▶ _DATA FOR REVIEW_
'''

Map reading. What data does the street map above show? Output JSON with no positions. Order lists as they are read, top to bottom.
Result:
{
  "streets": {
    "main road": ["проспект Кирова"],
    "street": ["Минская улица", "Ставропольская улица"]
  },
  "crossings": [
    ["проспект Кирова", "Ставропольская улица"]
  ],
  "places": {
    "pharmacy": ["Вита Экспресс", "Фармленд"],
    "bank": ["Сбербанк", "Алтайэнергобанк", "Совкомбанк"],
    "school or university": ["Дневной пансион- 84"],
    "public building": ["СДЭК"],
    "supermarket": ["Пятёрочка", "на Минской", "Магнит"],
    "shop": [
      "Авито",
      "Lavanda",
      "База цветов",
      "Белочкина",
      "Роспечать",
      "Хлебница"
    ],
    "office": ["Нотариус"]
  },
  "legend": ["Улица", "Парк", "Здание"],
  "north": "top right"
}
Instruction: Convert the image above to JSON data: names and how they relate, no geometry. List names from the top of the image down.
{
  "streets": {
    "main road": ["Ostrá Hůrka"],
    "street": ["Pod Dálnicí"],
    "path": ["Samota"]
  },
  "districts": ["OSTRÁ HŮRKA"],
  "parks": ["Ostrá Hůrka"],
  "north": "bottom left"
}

'''

▶ _TRY IT_
The reply must contain each line of the material, reproduced faithfully.

▶ _TASK RESULT_
Map reading. What data does the street map above show? Output JSON with no positions. Order lists as they are read, top to bottom.
Result:
{
  "streets": {
    "main road": ["проспект Кирова"],
    "street": ["Минская улица", "Ставропольская улица"]
  },
  "crossings": [
    ["проспект Кирова", "Ставропольская улица"]
  ],
  "places": {
    "pharmacy": ["Вита Экспресс", "Фармленд"],
    "bank": ["Сбербанк", "Алтайэнергобанк", "Совкомбанк"],
    "school or university": ["Дневной пансион- 84"],
    "public building": ["СДЭК"],
    "supermarket": ["Пятёрочка", "на Минской", "Магнит"],
    "shop": [
      "Авито",
      "Lavanda",
      "База цветов",
      "Белочкина",
      "Роспечать",
      "Хлебница"
    ],
    "office": ["Нотариус"]
  },
  "legend": ["Улица", "Парк", "Здание"],
  "north": "top right"
}
Instruction: Convert the image above to JSON data: names and how they relate, no geometry. List names from the top of the image down.
{
  "streets": {
    "main road": ["Ostrá Hůrka"],
    "street": ["Pod Dálnicí"],
    "path": ["Samota"]
  },
  "districts": ["OSTRÁ HŮRKA"],
  "parks": ["Ostrá Hůrka"],
  "north": "bottom left"
}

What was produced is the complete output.